Take the example below.
void rain_bad() {
memmove(&leds[1],&leds[0],(NUM_LEDS-1)*sizeof( CRGB ));
// 1 in 60 chance per loop
if ( !random8(60) ) {
// color returned by a successive call to random8() will always produce a small range of colors. In this case yellow/orange.
leds[0] += CHSV(random8(),255,255);
} else {
leds[0].fadeToBlackBy(50);
}
}
Do to the lack of independence in subsequent calls it appears unwise to use it to generate a probability and then immediately a color/hue value. I have tried several variations including testing for values other than zero ( 1,30,59 ) and they all result in the same very narrow output of the next call. Adding additional calls to random cause the hues to deviate slightly more, but they tend to be pretty narrow.
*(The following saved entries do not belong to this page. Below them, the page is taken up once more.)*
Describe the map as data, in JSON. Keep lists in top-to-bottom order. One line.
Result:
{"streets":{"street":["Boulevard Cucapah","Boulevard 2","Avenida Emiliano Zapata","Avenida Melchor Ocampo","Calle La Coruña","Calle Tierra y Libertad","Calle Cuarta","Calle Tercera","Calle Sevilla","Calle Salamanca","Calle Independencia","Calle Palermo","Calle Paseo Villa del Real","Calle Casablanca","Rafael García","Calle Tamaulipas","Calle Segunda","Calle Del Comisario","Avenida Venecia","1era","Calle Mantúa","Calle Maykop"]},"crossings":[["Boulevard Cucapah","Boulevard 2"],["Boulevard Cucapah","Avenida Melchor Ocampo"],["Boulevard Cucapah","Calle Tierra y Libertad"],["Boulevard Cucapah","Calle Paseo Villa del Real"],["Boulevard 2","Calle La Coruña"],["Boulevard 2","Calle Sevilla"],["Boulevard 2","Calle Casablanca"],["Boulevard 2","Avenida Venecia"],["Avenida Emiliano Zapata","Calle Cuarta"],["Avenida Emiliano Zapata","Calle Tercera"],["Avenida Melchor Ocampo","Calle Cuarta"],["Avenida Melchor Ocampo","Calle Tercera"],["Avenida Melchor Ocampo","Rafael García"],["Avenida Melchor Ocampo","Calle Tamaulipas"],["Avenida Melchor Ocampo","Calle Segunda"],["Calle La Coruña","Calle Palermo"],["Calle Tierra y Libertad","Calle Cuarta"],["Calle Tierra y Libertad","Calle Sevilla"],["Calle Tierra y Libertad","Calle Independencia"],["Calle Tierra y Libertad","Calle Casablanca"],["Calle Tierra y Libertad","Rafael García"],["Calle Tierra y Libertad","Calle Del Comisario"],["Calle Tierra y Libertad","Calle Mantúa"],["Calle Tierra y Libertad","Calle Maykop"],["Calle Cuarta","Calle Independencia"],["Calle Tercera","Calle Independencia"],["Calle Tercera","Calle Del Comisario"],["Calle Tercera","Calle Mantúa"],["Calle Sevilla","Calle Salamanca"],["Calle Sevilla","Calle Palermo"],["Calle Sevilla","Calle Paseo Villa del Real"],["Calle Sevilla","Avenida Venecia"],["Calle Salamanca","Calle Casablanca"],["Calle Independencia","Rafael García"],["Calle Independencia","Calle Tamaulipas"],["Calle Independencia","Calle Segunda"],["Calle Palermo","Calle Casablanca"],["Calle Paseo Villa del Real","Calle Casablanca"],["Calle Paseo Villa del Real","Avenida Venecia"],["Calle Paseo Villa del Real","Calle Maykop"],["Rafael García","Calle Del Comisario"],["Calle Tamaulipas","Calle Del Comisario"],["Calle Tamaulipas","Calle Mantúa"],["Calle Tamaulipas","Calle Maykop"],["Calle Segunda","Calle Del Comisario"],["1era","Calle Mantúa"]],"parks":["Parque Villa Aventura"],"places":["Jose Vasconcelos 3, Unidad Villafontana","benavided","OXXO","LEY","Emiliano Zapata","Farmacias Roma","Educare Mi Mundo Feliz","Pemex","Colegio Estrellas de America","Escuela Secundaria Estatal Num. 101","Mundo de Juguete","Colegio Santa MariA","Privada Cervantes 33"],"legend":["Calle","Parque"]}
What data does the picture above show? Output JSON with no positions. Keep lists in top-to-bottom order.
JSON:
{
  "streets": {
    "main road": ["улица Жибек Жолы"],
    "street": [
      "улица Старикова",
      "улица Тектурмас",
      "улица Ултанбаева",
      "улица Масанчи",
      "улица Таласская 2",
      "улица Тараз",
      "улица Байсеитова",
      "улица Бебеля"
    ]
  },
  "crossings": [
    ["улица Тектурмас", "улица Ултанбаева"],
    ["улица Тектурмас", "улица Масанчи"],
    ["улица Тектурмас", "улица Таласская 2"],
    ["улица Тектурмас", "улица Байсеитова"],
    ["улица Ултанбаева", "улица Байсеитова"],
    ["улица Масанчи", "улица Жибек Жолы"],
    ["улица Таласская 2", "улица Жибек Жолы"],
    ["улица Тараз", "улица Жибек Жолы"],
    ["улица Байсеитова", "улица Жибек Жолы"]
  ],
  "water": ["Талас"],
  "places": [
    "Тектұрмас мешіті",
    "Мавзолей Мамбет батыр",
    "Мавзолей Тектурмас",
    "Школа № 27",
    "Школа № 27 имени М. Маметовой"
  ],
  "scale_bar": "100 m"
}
I ended up altering the function by replacing the lesser called random with the system copy. Slower, but guaranteed to not be lined to the previous call.
void new_rain_working() {
memmove(&leds[1],&leds[0],(NUM_LEDS-1)*sizeof( CRGB ));
if ( !random8(60) ) {
leds[0] += CHSV(random(),255,255);
} else {
leds[0].fadeToBlackBy(50);
}
}
So if random8/16 isn’t behaving like random numbers then take a look at your usage patterns and make sure you’re not falling victim to high dependence in the number stream.
Thanks for the write up!
Are you using the latest 3.1 code from github? A significant randomness improvement went in on Novemeber 18; discussion was here https://plus.google.com/112916219338292742137/posts/184Qd9fHK6g
If we’re still having poor sequential-randomness even after the November 18 commit, I’ll reopen ticket number 82 (https://github.com/FastLED/FastLED/issues/82) and rework the code. If that’s the case, please do let me know.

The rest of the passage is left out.